Create a healthy living green environment.

This question is an amalgamation of upwards of 50 similar search queries on the site this month.

Essentially what these readers are looking for is a cure for Localised Dry Patch.

As regular readers will know, using the word “cure” in Bowling Green Maintenance is an example of “Symptoms Thinking”

Most problems that occur on bowling greens are symptoms of more fundamental problems and Localised Dry Patch is a case in point.

This is a relatively recent addition to the list of difficulties greenkeepers have to deal with in maintaining bowling greens.

I won’t go into a long description of the problem as that is well documented on the site elsewhere (just click on the LDP tag on the right of the page to go to articles about Localised Dry Patch).

The main thing is to get away from thinking of LDP as something that can be cured; it isn’t a disease; the answer is to change your maintenance practices overall to make sure it doesn’t occur.

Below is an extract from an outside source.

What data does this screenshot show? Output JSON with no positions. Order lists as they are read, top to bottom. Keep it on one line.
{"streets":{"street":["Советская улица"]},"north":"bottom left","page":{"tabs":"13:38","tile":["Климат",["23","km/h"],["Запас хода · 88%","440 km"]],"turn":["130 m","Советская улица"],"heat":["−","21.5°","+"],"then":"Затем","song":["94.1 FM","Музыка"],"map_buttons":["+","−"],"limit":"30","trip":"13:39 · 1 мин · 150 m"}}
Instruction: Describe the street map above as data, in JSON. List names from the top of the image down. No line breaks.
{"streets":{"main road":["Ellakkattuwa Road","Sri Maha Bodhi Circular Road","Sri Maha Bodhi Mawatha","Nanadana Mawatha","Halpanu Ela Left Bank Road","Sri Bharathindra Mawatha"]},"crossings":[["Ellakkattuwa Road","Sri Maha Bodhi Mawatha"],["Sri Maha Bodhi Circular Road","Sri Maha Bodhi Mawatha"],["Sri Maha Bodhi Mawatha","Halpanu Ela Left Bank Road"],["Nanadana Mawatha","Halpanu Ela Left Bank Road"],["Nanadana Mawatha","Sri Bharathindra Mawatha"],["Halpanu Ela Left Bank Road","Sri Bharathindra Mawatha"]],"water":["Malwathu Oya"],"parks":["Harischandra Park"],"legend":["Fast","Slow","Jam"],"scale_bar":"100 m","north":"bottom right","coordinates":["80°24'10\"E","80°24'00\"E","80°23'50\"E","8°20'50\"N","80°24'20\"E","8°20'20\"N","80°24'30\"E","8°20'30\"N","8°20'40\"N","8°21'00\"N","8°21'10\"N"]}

This means creating a healthy living soil environment by:

  1. Increasing air within the soil
  2. Minimising thatch
  3. Minimising compaction
  4. STOP using sand-top-dressings
  5. Increase microbial activity in the soil
    1. Firstly by doing 1-4 above
    2. Then helping to improve conditions through use of bio-fertilisers
  6. Use wetting agents in the meantime to help with soil re-wetting
  7. Keep the green surface open throughout the season by using a sarrell roller.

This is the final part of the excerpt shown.